EXERCISE AIM
Find the lines of the records in which the word "gradient" appears and report how many there are, as a number alone.
-------- EXCERPTED RECORDS --------
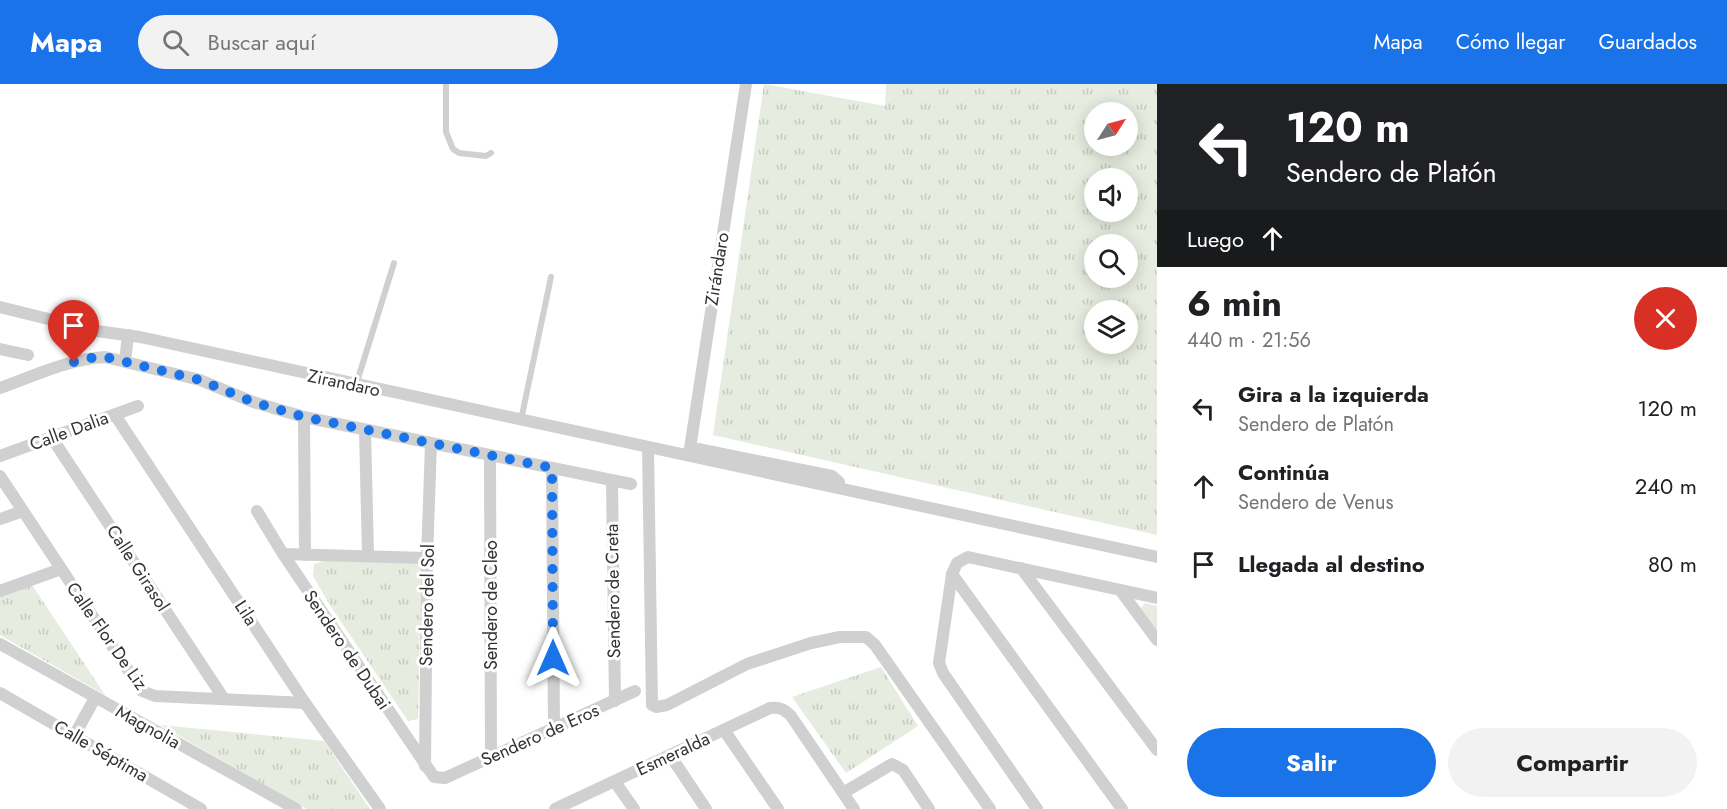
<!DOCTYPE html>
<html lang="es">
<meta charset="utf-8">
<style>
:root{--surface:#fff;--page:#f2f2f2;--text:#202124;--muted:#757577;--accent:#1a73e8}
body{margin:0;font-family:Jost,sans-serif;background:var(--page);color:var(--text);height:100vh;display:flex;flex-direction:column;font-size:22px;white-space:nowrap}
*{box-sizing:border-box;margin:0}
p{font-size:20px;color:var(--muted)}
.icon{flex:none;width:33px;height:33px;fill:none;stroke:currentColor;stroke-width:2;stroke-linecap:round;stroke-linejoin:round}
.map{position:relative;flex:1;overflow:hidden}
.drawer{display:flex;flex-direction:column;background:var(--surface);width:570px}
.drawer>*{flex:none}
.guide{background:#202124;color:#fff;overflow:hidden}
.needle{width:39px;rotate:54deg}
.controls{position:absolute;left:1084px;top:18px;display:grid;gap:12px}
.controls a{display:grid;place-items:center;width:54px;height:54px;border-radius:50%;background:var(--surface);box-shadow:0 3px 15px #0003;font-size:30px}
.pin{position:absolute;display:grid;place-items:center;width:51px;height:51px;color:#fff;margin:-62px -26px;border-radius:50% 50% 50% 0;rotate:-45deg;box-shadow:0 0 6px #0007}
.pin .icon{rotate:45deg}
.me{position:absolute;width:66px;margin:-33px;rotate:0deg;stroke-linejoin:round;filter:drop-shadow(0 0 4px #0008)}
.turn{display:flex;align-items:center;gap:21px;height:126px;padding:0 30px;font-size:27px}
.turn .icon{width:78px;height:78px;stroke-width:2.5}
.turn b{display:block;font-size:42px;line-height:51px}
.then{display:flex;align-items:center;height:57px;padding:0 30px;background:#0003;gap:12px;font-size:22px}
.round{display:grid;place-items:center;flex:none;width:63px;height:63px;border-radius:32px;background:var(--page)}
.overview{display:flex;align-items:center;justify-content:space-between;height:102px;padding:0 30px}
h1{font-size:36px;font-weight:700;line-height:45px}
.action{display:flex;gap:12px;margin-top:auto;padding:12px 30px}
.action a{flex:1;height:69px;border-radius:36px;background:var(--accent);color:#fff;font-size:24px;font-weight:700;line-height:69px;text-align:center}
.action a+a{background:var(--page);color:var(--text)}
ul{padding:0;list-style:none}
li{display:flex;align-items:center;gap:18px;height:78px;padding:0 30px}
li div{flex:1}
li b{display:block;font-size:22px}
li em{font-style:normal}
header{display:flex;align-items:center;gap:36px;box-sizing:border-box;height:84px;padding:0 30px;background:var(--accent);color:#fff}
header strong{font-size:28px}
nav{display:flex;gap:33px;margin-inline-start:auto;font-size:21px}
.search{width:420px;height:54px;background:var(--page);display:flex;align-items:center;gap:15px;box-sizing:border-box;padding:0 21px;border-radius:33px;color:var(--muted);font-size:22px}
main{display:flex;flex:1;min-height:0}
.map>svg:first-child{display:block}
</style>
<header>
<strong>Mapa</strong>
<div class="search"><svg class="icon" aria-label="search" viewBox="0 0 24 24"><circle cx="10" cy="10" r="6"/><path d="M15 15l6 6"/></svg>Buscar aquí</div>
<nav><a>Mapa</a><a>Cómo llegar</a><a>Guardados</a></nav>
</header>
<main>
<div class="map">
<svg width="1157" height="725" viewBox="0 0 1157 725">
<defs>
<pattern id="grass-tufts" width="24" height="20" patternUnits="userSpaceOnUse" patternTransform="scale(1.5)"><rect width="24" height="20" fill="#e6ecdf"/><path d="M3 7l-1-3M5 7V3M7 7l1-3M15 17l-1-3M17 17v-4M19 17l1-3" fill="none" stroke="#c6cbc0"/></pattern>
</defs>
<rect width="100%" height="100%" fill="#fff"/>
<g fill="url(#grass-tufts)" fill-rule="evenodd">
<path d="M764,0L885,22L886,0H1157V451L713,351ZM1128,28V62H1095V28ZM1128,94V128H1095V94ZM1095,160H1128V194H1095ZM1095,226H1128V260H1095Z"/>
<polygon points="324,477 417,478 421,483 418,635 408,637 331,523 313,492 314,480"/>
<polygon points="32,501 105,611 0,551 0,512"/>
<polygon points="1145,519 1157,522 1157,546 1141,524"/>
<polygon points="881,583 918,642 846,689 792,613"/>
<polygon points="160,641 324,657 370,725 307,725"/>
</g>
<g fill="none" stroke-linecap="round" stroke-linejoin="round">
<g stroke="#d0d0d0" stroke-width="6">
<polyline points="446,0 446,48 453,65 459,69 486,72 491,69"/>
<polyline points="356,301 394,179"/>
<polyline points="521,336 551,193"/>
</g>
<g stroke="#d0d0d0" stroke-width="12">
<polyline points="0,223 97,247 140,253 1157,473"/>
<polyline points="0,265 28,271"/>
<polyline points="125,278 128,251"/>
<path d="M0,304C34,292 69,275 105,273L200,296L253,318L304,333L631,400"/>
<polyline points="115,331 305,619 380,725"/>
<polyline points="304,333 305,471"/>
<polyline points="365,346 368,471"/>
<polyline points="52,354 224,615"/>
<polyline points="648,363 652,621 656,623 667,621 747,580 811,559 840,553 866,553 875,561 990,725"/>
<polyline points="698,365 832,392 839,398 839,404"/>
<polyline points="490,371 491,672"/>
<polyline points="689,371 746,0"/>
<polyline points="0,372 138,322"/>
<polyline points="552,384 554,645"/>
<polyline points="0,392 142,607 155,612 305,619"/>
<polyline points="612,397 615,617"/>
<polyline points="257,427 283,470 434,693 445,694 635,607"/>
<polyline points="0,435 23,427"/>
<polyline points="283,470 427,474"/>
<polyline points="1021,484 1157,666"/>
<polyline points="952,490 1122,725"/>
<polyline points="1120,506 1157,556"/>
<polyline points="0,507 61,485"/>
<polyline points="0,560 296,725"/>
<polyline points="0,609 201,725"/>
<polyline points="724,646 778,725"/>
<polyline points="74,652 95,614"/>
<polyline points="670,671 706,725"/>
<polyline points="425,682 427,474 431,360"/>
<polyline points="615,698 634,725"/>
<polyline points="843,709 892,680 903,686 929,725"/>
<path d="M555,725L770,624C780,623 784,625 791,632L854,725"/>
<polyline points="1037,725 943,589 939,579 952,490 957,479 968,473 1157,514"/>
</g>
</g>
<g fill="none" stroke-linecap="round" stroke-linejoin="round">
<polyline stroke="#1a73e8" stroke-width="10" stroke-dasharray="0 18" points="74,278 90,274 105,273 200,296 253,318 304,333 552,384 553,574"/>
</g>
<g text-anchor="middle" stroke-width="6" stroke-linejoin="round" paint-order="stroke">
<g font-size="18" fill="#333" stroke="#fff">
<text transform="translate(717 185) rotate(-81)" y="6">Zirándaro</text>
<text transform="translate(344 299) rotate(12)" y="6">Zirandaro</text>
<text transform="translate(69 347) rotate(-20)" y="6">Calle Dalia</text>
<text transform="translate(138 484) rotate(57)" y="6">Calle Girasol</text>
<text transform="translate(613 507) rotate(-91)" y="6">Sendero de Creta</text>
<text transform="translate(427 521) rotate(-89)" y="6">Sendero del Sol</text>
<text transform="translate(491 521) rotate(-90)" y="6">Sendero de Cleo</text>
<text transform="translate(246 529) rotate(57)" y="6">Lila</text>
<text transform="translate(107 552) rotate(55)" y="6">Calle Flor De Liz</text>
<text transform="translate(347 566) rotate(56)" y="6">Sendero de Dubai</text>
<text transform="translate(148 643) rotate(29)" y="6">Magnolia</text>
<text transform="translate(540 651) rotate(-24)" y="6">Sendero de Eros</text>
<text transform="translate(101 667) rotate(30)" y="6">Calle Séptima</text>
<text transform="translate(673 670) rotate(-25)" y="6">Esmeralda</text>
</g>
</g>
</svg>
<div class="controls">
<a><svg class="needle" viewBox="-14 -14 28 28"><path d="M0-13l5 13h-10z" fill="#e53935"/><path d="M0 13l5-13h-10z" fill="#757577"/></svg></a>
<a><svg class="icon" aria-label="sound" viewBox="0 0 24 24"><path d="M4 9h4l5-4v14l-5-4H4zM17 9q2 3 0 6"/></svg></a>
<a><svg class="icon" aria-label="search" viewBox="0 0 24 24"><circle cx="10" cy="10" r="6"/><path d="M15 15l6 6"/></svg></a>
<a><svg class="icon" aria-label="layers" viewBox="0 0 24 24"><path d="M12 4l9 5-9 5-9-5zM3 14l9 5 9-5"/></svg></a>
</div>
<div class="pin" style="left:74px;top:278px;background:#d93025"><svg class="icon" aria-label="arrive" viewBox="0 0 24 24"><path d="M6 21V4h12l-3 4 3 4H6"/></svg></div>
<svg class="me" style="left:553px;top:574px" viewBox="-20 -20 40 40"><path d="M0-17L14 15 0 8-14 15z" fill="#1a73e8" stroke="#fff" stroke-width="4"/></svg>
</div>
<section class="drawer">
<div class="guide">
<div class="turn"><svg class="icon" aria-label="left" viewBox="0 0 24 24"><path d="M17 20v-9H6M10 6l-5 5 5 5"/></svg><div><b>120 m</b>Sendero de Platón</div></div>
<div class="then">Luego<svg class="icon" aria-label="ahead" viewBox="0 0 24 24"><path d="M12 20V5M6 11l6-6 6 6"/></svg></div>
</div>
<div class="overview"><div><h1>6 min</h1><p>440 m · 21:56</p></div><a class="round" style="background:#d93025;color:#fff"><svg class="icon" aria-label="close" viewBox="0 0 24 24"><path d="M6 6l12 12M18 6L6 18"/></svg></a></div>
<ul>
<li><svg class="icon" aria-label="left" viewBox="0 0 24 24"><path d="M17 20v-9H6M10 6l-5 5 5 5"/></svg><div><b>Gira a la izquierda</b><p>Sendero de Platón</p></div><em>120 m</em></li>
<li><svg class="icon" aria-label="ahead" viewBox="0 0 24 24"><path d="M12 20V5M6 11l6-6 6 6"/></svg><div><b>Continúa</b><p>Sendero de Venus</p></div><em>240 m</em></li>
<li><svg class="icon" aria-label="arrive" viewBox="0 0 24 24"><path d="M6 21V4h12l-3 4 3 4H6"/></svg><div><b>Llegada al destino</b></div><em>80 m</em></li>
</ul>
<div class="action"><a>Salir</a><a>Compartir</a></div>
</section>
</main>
--------
-------- EXCERPTED RECORDS --------
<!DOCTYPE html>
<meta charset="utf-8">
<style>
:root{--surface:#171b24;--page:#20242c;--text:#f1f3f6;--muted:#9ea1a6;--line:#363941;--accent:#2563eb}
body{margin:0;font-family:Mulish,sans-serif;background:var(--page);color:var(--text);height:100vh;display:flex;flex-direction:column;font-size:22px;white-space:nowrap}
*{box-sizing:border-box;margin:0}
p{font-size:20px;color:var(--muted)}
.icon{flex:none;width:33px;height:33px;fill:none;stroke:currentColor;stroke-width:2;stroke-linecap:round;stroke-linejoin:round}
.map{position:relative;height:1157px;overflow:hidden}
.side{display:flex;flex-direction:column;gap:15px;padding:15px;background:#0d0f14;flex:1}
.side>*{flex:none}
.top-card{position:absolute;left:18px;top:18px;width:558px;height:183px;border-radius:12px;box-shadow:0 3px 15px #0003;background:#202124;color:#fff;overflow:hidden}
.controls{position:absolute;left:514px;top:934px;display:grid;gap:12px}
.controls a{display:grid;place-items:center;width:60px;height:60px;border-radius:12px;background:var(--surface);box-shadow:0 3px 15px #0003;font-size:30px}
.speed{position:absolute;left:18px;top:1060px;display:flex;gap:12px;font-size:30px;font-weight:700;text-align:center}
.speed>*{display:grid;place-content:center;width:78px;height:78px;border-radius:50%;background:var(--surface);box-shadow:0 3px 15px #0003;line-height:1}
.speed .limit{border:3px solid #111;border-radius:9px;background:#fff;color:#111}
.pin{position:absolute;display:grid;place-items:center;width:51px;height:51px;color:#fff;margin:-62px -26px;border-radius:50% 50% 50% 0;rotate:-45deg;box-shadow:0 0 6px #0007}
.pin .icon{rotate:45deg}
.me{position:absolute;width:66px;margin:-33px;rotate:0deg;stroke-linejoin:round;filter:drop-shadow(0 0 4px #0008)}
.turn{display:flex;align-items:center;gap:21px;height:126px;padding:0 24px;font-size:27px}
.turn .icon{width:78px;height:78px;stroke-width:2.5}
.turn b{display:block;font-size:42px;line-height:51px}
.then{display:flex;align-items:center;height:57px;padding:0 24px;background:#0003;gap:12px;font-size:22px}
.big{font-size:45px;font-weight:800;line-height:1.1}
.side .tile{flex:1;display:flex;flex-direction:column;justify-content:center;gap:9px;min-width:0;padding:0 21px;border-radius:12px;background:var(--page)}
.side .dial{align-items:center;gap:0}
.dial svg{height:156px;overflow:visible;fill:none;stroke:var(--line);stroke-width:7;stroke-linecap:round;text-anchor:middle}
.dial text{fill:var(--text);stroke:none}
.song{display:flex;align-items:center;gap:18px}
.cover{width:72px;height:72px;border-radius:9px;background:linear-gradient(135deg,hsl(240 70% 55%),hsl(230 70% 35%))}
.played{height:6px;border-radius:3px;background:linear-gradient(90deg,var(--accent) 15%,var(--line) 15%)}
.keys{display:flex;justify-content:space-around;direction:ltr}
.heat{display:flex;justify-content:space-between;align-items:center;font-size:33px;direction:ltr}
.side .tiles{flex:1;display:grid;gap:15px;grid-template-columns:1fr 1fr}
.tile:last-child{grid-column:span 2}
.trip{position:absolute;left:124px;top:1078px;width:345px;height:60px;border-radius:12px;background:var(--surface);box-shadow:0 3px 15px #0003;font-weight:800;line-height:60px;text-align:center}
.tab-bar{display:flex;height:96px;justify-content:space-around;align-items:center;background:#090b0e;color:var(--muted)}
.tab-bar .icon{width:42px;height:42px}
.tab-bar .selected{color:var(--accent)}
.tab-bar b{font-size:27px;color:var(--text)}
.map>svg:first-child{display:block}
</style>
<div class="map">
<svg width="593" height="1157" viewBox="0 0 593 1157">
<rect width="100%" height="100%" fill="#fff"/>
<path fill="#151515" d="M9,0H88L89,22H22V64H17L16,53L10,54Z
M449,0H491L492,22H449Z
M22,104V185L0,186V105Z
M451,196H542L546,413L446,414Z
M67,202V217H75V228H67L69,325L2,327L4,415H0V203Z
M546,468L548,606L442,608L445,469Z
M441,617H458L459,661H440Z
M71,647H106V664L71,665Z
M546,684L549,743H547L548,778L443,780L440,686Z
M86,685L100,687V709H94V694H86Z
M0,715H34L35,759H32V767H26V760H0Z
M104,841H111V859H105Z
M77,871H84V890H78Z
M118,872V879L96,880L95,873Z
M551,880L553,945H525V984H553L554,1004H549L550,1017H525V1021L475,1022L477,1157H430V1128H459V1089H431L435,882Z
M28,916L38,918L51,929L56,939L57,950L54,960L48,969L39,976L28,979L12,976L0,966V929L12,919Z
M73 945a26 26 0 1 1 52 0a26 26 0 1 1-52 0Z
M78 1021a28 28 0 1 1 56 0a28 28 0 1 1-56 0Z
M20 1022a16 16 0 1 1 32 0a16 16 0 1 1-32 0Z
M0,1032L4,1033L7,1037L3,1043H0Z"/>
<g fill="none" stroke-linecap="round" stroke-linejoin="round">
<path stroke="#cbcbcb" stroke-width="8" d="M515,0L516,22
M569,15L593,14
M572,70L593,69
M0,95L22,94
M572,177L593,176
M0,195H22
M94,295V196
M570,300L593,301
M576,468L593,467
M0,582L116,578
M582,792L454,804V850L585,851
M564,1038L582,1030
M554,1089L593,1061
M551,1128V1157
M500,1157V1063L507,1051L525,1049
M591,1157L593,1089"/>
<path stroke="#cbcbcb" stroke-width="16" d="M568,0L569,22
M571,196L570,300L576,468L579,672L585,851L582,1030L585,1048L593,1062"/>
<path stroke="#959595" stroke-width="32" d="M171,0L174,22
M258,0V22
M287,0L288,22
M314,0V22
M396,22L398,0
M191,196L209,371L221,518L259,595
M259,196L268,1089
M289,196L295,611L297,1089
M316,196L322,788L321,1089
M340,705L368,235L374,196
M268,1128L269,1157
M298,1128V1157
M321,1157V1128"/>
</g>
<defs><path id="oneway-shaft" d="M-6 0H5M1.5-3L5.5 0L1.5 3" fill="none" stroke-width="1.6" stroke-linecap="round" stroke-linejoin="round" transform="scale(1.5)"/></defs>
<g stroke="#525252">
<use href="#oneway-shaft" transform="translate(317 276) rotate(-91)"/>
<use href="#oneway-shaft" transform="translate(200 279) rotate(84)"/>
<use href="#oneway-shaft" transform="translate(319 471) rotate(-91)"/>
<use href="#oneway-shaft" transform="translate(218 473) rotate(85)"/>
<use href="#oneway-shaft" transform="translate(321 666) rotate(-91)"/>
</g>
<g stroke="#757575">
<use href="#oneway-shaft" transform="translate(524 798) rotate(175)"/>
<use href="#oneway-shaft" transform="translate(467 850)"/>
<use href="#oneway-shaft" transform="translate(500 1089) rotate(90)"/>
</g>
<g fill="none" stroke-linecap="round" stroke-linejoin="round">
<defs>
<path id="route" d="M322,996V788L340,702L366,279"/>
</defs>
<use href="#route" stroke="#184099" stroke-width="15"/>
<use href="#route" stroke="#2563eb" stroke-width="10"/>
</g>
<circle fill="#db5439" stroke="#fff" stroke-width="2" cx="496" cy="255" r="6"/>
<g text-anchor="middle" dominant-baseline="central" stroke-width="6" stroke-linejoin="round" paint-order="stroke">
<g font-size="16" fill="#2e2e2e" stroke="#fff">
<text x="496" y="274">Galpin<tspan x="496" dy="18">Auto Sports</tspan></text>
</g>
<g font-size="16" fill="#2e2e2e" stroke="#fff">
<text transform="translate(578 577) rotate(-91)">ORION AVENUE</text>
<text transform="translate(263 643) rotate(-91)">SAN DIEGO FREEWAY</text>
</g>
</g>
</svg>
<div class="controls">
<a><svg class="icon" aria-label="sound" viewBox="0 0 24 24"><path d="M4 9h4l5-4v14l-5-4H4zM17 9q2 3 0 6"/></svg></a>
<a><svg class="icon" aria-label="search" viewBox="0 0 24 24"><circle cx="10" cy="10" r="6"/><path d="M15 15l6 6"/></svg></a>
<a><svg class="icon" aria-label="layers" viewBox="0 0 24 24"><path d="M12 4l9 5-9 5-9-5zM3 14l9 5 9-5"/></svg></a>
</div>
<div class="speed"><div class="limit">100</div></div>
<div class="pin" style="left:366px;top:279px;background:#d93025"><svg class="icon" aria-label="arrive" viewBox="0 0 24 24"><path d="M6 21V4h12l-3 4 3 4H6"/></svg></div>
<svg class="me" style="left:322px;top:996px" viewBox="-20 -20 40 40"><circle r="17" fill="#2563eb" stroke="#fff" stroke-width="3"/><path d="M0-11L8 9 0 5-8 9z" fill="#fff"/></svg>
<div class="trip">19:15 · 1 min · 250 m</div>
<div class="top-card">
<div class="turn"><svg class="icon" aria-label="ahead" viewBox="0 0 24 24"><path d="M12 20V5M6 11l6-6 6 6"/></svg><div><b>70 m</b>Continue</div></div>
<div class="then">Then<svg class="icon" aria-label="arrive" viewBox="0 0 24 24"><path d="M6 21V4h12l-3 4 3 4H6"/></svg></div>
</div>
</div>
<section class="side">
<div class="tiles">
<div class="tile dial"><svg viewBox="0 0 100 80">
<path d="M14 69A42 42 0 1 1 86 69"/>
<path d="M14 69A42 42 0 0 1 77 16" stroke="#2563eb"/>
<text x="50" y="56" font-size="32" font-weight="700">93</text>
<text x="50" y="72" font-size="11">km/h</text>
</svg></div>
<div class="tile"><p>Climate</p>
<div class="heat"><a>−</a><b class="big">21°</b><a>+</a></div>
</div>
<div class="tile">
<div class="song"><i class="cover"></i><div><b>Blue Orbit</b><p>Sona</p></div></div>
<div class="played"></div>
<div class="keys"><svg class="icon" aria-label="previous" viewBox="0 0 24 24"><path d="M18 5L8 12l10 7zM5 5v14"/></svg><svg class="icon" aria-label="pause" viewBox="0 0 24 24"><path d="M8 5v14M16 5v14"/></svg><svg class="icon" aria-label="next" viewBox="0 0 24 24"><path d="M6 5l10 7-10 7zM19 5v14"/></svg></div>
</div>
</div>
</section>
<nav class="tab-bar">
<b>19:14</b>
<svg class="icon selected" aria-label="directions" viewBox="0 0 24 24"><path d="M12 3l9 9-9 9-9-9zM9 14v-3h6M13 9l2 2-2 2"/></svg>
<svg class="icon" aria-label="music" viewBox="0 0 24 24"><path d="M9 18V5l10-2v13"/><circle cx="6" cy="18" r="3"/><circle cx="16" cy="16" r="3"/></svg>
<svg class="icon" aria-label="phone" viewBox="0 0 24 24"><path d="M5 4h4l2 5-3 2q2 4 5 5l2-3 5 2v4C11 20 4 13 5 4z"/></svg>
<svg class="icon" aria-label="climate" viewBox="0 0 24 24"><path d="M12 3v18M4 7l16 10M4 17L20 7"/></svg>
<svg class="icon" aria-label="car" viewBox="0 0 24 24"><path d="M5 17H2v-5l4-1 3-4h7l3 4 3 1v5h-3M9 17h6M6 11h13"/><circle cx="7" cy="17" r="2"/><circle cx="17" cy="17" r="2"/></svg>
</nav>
--------
RESPONSE FOR THIS EXERCISE
2